::: INPUT FOR THIS TASK :::

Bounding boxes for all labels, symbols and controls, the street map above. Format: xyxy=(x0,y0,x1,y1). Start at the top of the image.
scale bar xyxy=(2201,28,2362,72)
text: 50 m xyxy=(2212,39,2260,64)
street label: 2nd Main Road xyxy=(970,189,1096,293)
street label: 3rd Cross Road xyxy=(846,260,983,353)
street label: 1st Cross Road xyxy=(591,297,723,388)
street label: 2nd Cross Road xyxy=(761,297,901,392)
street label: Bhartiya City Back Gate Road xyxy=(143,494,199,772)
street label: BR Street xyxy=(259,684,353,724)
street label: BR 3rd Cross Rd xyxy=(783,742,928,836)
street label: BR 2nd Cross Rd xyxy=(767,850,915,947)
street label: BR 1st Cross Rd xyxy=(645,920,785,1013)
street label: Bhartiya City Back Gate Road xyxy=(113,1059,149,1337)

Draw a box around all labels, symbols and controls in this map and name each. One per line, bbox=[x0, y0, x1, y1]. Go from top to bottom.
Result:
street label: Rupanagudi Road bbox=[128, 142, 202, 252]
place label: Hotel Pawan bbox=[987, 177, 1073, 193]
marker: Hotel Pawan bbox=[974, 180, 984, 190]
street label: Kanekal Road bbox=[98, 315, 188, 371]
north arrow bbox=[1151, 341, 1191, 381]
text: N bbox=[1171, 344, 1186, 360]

:::

▸ REQUIRED ACTION
The answer is the full set of records above, repeated exactly.

▸ ANSWER TO THE PROBLEM
Bounding boxes for all labels, symbols and controls, the street map above. Format: xyxy=(x0,y0,x1,y1). Start at the top of the image.
scale bar xyxy=(2201,28,2362,72)
text: 50 m xyxy=(2212,39,2260,64)
street label: 2nd Main Road xyxy=(970,189,1096,293)
street label: 3rd Cross Road xyxy=(846,260,983,353)
street label: 1st Cross Road xyxy=(591,297,723,388)
street label: 2nd Cross Road xyxy=(761,297,901,392)
street label: Bhartiya City Back Gate Road xyxy=(143,494,199,772)
street label: BR Street xyxy=(259,684,353,724)
street label: BR 3rd Cross Rd xyxy=(783,742,928,836)
street label: BR 2nd Cross Rd xyxy=(767,850,915,947)
street label: BR 1st Cross Rd xyxy=(645,920,785,1013)
street label: Bhartiya City Back Gate Road xyxy=(113,1059,149,1337)

Draw a box around all labels, symbols and controls in this map and name each. One per line, bbox=[x0, y0, x1, y1]. Go from top to bottom.
Result:
street label: Rupanagudi Road bbox=[128, 142, 202, 252]
place label: Hotel Pawan bbox=[987, 177, 1073, 193]
marker: Hotel Pawan bbox=[974, 180, 984, 190]
street label: Kanekal Road bbox=[98, 315, 188, 371]
north arrow bbox=[1151, 341, 1191, 381]
text: N bbox=[1171, 344, 1186, 360]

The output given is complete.